How to Keep Your Home After Divorce When You Don’t Have Enough Income to Qualify for the Mortgage?

One of the most common and most painful outcomes in divorce is losing the family home. Not because you can’t afford the monthly payments, and not because the settlement didn’t award the house to you, but because the lender says you don’t have enough qualifying income to refinance the mortgage into your name alone.
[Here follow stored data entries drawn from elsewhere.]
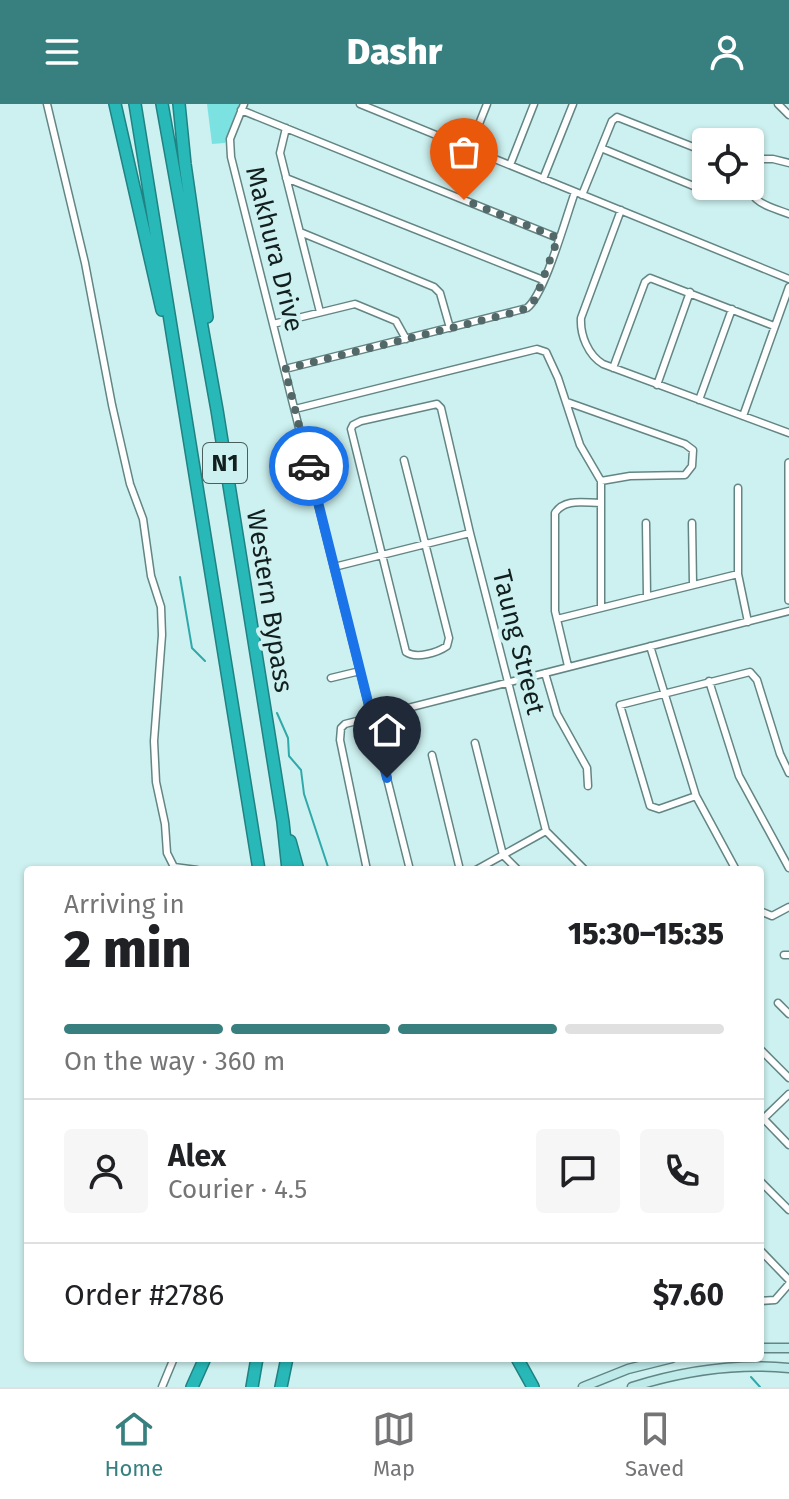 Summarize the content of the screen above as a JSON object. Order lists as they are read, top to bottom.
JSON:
{
  "streets": {
    "highway": ["N1", "Western Bypass"],
    "street": ["Makhura Drive", "Taung Street"]
  },
  "page": {
    "header": "Dashr",
    "heading": ["2 min", "Arriving in", "15:30–15:35"],
    "panel": [
      "Alex",
      "Courier · 4.5",
      "Order #2786",
      "$7.60"
    ],
    "bar": "On the way · 360 m",
    "tabs": ["Home", "Map", "Saved"]
  }
}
I’ve seen this happen so many times in my 40+ years working in real estate, mortgage lending, insurance, and divorce financial planning. A spouse who stayed home to raise children, worked part-time, or earned significantly less than the primary breadwinner gets awarded the house in the settlement. They may have plenty of assets. Savings, investments, a lump sum from their divorce settlement. But if they can’t show the lender a steady, documented monthly income stream, none of that matters. The bank says no. (FYI, a few lenders provide an asset depletion mortgage, but these are generally much more expensive).

As a Certified Divorce Financial Analyst (CDFA®) and Certified Divorce Lending Professional (CDLP®) who has guided over 1,000 divorcing individuals through the financial aspects of their divorce, I can tell you that this problem is solvable. But it requires understanding why most lenders reject assets as income, what they actually require, and how to convert the assets you have into the income they need to see.

Why the Mortgage Becomes a Problem in Divorce

During the marriage, either the primary breadwinner’s income or both spouses’ incomes were used to qualify for the mortgage. After divorce, the spouse keeping the home must qualify on their own. This is not a suggestion from the lender. It is a requirement. The most feasible way to remove your ex-spouse from the mortgage is to refinance, and to refinance, you must prove you can carry the loan by yourself. (The same is true if you want to assume the current mortgage. Government guaranteed mortgage loans such as VA and FHA loans are assumable if you qualify, but the vast majority of conventional loans are not.)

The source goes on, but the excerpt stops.